What annoys me most, though, are the changes to Dragon Age's combat. The tactical, isometric perspective has been pointlessly removed, characters hop around the battlefield like spastic Spider-Men, and combat is so frenetically paced that it's needlessly difficult to manage an entire party of characters. To compensate for the design (which seems primarily intended to allow gamers who don't like messing with details to control a single character) the game has been made incredibly unchallenging. Friendly fire has essentially been removed, since it's now relegated to an impractical option only available on the highest difficulty level—and it doesn't even work there, since the game clearly wasn't designed to accommodate it.

Also lost is Origins' feeling that each battle is a carefully designed tactical set piece, with enemies sensibly placed to utilize terrain features or otherwise effectively organized. In the sequel, enemies are generally just jumbled together in meaningless masses, and each battle is indistinguishable from the last. Reinforcements haphazardly appear in virtually every fight, often behind your party, rendering tactical placement pointless. The lengthiest combat sequences are just arduous battles of attrition against enemies possessing massive hit point pools, rather than posing more tactical challenges.

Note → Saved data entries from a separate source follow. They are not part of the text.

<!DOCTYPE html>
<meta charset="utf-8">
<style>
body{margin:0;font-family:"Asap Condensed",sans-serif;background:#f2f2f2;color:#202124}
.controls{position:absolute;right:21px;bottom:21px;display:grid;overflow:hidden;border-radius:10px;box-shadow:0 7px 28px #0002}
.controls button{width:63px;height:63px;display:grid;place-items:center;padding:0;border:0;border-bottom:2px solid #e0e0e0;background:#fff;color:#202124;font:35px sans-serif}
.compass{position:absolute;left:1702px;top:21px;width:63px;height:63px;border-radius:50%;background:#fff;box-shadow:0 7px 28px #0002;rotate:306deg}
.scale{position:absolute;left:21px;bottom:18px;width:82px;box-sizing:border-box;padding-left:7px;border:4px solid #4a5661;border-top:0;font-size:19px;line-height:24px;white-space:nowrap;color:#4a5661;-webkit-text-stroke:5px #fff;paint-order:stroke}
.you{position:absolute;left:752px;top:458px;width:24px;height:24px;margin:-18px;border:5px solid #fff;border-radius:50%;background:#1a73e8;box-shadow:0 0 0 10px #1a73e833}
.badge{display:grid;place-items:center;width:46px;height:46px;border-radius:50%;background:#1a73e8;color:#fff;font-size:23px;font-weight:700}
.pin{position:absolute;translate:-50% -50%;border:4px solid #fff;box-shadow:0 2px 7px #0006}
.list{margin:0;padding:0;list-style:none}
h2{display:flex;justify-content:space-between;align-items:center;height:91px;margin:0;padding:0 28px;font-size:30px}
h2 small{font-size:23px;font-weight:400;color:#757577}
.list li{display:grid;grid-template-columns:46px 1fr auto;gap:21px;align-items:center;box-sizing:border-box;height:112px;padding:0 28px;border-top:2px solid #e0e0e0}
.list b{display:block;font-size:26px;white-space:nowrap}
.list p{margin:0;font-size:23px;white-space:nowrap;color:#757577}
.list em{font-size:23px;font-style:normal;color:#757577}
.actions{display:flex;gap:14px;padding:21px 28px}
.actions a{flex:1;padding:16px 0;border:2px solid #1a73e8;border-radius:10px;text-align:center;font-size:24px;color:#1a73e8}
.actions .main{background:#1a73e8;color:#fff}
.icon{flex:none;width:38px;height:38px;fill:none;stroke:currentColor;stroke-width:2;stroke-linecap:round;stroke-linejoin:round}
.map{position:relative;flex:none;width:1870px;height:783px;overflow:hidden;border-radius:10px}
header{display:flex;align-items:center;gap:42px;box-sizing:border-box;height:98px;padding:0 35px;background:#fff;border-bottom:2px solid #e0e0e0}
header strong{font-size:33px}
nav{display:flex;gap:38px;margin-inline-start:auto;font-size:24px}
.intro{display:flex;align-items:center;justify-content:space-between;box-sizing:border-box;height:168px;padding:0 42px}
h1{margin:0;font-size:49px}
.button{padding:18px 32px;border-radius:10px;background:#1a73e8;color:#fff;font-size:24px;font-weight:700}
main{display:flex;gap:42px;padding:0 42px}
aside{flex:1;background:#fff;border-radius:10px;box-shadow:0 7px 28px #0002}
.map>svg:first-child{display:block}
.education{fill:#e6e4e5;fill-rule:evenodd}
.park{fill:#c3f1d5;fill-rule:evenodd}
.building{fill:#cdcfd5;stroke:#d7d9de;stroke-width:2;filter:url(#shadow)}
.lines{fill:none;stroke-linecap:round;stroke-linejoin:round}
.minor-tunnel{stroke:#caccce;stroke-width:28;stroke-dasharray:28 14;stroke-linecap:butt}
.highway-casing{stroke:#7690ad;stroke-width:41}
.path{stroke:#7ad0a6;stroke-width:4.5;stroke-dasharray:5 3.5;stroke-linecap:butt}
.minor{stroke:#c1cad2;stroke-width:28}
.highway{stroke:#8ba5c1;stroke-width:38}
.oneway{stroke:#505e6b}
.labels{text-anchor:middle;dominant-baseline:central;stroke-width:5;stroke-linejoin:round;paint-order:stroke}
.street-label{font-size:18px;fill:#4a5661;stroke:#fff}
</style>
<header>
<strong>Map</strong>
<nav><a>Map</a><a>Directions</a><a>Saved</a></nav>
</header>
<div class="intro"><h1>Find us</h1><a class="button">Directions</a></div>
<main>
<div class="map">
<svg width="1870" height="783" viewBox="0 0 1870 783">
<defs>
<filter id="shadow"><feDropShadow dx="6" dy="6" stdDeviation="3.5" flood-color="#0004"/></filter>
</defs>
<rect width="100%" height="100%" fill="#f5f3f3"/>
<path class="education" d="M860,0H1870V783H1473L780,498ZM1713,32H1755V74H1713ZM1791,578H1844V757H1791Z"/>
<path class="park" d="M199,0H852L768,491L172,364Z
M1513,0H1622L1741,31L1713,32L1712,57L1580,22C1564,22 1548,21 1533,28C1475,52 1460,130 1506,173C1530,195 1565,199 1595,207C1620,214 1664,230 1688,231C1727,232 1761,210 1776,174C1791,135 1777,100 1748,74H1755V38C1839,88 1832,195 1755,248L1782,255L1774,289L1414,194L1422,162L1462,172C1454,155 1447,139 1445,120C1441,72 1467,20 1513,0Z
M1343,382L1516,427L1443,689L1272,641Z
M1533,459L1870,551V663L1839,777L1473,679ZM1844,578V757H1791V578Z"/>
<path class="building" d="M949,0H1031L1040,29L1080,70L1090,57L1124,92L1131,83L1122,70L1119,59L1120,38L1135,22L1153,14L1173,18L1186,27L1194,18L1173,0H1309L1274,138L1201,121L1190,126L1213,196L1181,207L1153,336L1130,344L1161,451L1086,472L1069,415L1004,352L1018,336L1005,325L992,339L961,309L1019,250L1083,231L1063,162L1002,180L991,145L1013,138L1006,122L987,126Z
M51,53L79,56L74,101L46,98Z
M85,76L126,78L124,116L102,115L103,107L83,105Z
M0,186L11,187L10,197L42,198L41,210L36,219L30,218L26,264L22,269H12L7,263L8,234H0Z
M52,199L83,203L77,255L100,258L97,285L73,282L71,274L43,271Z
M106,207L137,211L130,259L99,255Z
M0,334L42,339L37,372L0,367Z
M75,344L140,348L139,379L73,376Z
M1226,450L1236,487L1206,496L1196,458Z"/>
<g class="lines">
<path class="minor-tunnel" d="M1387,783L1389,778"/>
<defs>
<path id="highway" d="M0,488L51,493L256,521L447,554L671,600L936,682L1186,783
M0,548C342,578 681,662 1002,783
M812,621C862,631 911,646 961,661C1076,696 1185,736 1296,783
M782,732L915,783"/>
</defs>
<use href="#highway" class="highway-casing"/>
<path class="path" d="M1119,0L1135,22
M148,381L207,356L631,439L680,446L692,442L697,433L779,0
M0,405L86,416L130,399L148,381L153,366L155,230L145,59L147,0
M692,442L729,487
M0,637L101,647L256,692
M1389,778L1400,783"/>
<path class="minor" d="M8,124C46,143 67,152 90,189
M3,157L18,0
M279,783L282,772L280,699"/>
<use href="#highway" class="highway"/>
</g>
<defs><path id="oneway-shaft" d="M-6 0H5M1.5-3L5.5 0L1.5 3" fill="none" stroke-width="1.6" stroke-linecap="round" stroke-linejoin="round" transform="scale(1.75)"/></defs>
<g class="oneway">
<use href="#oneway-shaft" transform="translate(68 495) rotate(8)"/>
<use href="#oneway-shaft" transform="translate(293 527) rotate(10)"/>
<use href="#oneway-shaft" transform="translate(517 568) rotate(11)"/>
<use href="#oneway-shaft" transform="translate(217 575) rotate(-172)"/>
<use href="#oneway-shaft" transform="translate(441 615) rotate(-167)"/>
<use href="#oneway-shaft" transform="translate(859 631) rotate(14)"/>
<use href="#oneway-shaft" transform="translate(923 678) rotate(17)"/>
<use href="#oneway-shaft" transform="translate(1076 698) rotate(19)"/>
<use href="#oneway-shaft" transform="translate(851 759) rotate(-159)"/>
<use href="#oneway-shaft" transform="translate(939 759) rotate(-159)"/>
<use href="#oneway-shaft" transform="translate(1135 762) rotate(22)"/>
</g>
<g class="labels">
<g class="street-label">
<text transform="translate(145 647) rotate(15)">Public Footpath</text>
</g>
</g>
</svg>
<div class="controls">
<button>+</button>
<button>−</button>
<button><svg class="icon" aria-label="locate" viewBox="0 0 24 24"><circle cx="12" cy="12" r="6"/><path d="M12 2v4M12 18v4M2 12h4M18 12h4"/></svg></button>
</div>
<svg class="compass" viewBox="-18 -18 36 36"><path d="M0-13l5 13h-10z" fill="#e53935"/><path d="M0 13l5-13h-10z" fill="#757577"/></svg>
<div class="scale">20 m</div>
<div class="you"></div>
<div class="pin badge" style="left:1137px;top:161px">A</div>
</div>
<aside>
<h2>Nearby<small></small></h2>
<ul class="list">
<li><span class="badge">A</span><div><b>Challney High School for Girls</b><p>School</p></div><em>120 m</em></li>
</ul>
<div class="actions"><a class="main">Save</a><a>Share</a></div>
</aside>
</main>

At least Dragon Age 2, unlike Pagan, does have some significant strengths, particularly in its storytelling. Additionally, the UI is effectively streamlined, and the new skill trees are an interesting way to shape character development. The look and combat aren't inherently poor, and would've been perfectly worthwhile in a sequel to BioWare's other experimental action RPG, Jade Empire. As part of the Dragon Age saga, however, this is more like a spin-off than a sequel.